Conventional US of the scrotum: revisiting a classic technique
Number:27ESURABS0024
Type:Educational Electronic Presentation
Authors: Athina Tsili, Christina Bougia, Ourania Pappa, Maria Argyropoulou
Keywords:Ultrasonography, Color Doppler sonography, Scrotum, Testis, Testicular neoplasms.
SECTIONS
Educational objective

To review the technical specifications for scrotal US and the normal sonographic findings. To discuss grayscale and Color Doppler US (CDUS) findings of common acute scrotal diseases and scrotal masses. To present recommendations of the European Society of Urogenital Radiology Scrotal and Penile Imaging Working Group (ESUR-SPIWG) for the application of scrotal US in the evaluation of various pathologies, including testicular microlithiasis (TML), small, impalpable incidentally detected testicular masses, varicocele and scrotal trauma.

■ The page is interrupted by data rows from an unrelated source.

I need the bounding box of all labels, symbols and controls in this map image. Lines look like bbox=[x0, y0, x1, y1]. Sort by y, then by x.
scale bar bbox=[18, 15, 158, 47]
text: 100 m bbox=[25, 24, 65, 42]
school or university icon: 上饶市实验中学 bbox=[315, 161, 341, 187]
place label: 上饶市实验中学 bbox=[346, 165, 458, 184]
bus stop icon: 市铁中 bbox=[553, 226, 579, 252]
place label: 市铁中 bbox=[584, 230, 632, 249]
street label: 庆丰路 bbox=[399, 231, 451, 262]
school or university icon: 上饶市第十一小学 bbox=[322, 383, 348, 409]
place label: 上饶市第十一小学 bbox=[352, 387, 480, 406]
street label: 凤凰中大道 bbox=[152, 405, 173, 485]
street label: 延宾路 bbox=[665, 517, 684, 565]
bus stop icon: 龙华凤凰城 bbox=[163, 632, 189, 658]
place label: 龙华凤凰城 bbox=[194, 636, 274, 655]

Fig. 1. Normal sonographic findings. (a) Transverse US image shows normal testis as an ovoid structure, with homogenous intermediate echogenicity.The mediastinum testis can be recognized as a well-defined, highly echogenic area (arrow). (b) CDUS shows normal intratesticular arteries and veins. The transmediastinal artery (arrows) is seen traversing the mediastinum testis. (c) Spectral Doppler interrogation shows low-impedance, high-diastolic flow pattern of intratesticular arteries, reflecting the low testicular vascular resistance.

Topic Review

Conventional US, including grayscale and color Doppler US (CDUS) represents the imaging modality of choice for the assessment of scrotal pathology [1-4]. The main indications of scrotal US include: assessment of scrotal pain; palpable scrotal mass; scrotal enlargement; and, evaluation of varicoceles [5]. Recently, the ESUR-SPIWG established recommendations on the use of scrotal US in the evaluation of TML, small, impalpable, incidentally detected testicular mass, varicocele and scrotal trauma [6-9].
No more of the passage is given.